TASK OBJECTIVE:
Looking through the data, please report how many lines contain the string "restore", giving nothing but the number.

Stored items

>>>

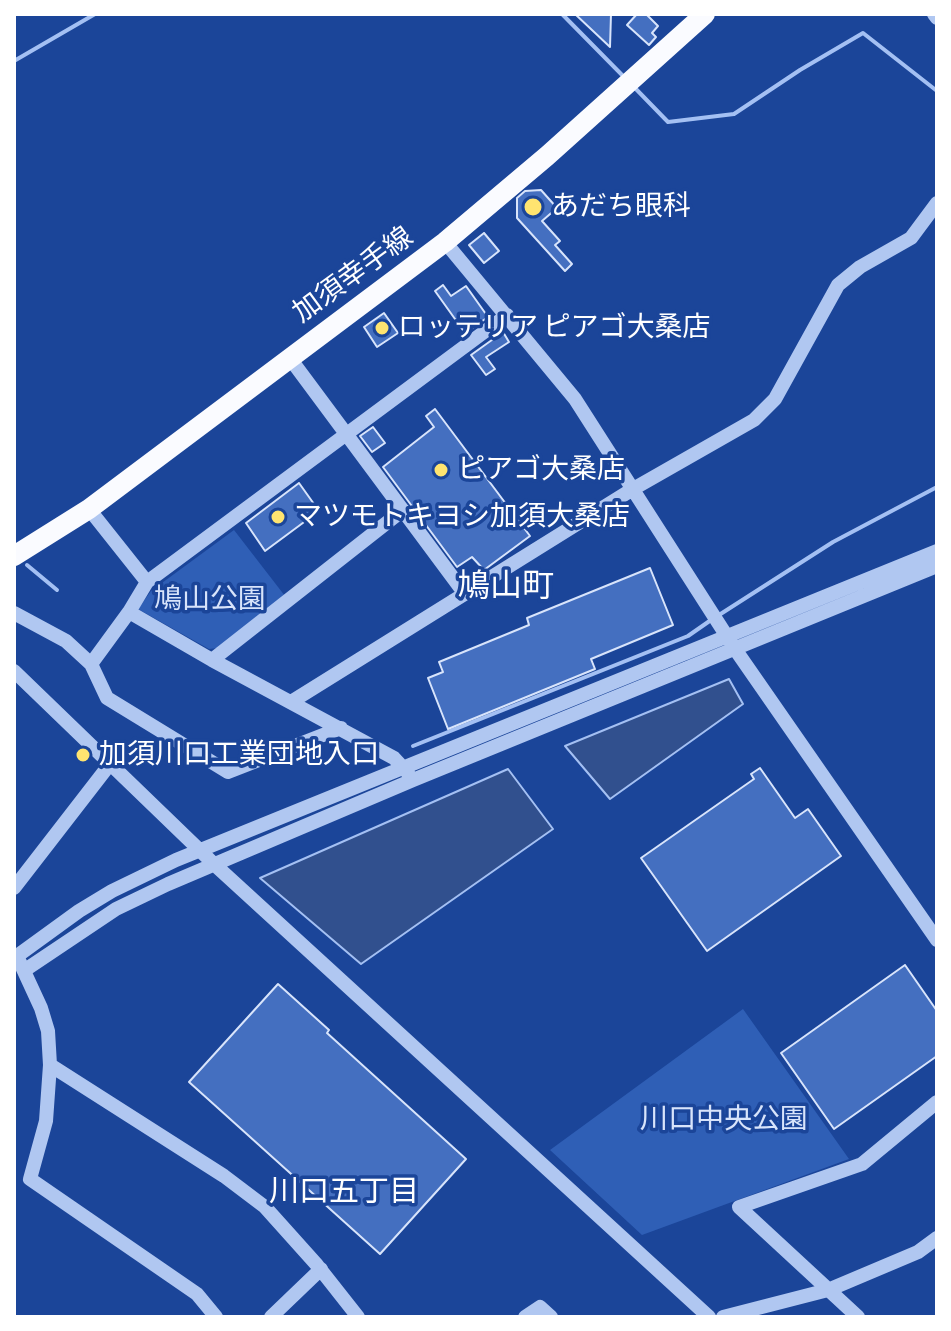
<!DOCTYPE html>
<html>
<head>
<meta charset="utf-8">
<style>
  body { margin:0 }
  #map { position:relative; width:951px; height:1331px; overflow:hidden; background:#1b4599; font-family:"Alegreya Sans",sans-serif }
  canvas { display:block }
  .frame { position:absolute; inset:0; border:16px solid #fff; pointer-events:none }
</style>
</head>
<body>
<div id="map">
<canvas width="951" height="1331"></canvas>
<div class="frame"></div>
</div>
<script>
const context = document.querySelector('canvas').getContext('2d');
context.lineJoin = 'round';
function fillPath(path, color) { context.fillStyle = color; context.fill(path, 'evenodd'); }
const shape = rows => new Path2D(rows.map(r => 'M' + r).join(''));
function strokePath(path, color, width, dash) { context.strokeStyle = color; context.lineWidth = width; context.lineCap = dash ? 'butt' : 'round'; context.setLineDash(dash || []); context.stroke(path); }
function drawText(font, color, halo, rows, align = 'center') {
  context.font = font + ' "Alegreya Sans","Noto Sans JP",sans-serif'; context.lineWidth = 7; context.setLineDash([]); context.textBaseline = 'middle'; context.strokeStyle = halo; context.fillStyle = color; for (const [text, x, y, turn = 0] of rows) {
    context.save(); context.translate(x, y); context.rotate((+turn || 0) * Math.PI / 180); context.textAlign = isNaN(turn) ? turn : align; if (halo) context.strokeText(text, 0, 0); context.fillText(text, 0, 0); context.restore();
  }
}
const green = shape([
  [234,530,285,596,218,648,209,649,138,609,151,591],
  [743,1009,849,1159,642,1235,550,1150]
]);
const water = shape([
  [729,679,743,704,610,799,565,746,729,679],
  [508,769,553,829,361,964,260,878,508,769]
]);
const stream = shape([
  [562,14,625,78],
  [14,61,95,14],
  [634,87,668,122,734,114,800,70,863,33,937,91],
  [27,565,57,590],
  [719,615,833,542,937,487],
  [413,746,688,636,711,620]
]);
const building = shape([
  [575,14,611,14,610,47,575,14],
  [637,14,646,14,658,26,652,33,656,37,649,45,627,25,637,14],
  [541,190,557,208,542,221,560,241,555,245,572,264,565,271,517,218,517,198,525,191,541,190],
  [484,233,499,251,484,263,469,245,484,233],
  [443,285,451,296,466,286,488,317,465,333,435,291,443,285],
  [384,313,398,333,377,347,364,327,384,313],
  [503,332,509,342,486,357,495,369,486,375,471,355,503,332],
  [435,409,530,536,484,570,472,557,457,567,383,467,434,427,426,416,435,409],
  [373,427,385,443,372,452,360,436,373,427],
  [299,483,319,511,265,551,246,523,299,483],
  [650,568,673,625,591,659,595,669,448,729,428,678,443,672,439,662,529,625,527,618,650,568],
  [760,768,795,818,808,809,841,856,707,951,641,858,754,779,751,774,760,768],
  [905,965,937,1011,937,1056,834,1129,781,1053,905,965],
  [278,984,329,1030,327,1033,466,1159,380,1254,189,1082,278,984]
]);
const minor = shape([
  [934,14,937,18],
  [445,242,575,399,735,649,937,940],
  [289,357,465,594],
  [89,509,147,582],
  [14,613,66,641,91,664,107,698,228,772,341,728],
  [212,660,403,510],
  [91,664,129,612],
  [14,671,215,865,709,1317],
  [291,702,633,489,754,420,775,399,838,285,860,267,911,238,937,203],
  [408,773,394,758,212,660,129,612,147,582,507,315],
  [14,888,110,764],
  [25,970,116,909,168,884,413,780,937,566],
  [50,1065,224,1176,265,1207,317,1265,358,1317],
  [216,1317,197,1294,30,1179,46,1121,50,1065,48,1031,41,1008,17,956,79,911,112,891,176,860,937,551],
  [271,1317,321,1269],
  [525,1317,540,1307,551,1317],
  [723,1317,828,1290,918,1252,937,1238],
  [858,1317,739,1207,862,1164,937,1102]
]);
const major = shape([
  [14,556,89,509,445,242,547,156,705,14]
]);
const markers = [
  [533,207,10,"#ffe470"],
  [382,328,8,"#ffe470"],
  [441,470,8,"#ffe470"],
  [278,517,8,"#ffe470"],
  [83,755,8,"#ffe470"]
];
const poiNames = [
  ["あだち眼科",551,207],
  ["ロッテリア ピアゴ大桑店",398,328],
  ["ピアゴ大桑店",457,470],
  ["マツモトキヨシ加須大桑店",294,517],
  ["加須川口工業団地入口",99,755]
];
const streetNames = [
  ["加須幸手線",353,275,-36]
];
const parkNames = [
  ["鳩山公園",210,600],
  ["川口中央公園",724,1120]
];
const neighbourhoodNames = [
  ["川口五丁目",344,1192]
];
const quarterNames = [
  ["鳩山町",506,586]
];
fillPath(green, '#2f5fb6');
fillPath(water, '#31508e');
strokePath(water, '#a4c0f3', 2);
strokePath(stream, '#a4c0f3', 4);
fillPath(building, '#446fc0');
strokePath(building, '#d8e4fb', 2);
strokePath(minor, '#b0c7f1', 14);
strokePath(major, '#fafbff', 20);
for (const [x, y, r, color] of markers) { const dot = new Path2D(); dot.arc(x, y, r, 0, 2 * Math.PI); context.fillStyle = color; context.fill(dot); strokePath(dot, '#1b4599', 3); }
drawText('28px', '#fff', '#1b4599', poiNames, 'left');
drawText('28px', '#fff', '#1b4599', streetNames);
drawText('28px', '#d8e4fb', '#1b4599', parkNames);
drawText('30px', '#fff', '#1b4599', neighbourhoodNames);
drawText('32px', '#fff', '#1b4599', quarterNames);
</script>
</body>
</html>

<<<
>>>

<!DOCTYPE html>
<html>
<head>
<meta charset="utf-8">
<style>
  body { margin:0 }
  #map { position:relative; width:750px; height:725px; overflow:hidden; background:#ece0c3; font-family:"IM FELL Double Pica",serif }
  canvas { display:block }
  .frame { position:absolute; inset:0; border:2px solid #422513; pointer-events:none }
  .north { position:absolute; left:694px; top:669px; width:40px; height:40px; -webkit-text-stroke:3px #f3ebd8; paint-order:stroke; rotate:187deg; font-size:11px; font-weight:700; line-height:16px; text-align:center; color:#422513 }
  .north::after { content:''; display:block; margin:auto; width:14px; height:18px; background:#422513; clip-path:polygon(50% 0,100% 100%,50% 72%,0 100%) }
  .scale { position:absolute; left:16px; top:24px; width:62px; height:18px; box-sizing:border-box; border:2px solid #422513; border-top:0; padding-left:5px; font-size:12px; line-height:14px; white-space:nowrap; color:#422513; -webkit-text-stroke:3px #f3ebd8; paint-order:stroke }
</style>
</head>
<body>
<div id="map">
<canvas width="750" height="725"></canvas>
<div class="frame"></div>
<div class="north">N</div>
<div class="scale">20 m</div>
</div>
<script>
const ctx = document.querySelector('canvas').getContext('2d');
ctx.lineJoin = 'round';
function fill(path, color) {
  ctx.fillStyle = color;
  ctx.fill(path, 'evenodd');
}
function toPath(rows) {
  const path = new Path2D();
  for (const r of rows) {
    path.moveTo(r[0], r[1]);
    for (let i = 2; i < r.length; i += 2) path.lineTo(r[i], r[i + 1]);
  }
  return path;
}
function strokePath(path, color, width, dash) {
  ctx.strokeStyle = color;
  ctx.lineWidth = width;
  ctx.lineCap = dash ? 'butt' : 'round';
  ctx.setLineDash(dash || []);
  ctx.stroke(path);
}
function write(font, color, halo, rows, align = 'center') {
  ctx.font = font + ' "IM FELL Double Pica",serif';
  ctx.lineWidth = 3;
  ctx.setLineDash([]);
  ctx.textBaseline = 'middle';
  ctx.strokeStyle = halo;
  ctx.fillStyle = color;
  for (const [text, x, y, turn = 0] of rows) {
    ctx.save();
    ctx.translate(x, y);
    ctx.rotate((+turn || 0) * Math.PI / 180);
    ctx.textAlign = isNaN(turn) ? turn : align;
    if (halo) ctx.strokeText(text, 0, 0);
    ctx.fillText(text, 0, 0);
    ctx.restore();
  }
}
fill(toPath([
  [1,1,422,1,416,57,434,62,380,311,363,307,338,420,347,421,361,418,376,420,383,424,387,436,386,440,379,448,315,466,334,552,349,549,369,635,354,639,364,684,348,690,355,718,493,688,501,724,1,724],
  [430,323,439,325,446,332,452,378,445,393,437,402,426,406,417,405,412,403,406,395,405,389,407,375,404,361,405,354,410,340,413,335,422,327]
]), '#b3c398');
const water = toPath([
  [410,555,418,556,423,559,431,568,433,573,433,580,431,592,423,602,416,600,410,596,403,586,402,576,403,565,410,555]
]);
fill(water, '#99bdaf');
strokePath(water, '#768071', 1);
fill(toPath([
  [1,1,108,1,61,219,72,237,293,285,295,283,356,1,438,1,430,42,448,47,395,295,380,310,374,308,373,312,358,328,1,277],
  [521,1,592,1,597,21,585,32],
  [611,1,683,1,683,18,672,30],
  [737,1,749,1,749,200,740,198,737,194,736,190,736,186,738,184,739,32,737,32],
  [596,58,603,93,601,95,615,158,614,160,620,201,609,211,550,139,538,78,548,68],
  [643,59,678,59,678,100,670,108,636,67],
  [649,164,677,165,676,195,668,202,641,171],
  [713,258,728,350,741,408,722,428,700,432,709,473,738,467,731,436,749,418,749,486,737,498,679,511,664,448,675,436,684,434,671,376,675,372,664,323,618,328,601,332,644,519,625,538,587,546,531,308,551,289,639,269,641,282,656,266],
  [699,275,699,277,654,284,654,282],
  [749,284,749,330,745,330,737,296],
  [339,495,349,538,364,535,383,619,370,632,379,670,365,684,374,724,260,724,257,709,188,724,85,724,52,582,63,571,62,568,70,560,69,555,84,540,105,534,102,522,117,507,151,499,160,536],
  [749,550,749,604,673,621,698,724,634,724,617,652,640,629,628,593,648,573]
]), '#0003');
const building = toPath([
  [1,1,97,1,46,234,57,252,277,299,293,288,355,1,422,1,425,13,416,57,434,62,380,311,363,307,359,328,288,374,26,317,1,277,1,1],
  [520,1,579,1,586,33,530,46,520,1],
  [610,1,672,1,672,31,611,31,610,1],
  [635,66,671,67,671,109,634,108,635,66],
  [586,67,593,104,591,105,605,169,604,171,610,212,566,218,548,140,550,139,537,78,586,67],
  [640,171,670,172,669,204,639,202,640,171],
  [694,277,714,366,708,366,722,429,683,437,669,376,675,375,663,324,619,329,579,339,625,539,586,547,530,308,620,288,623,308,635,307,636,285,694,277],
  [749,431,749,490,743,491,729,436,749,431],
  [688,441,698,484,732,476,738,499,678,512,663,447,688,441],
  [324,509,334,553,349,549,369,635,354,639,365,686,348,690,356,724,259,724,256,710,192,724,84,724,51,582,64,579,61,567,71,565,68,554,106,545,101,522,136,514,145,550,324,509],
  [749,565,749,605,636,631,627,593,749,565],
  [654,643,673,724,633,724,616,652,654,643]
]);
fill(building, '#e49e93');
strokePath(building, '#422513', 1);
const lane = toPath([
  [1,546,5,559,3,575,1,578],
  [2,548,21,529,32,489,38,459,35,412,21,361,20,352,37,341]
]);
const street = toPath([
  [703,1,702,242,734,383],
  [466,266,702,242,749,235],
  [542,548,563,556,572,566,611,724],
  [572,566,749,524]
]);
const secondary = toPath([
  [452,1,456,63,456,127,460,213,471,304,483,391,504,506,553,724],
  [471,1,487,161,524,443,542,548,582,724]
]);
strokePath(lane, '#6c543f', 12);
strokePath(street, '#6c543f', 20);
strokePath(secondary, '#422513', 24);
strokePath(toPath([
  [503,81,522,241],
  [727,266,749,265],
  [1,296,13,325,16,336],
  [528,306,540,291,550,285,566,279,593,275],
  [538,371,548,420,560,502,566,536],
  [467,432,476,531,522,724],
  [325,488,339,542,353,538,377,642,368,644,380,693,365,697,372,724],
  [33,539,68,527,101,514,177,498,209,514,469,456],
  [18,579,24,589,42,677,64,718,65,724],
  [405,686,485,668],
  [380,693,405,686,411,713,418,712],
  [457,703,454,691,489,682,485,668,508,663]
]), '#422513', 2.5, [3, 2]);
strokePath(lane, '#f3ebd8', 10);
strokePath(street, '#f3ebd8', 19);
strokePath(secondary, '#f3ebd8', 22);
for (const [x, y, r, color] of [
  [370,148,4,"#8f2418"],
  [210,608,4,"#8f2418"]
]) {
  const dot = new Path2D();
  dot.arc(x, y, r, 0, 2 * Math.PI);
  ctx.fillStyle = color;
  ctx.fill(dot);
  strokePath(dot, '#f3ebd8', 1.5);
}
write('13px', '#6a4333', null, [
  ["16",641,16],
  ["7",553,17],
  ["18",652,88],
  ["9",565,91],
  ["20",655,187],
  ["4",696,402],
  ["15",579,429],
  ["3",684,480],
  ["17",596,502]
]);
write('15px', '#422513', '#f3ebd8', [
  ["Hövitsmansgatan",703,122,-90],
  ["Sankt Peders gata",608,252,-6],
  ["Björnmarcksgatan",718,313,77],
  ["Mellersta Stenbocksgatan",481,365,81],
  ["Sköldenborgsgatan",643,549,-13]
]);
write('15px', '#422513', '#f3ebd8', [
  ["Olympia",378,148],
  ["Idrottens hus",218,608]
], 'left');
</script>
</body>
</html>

<<<

SOLUTION:
2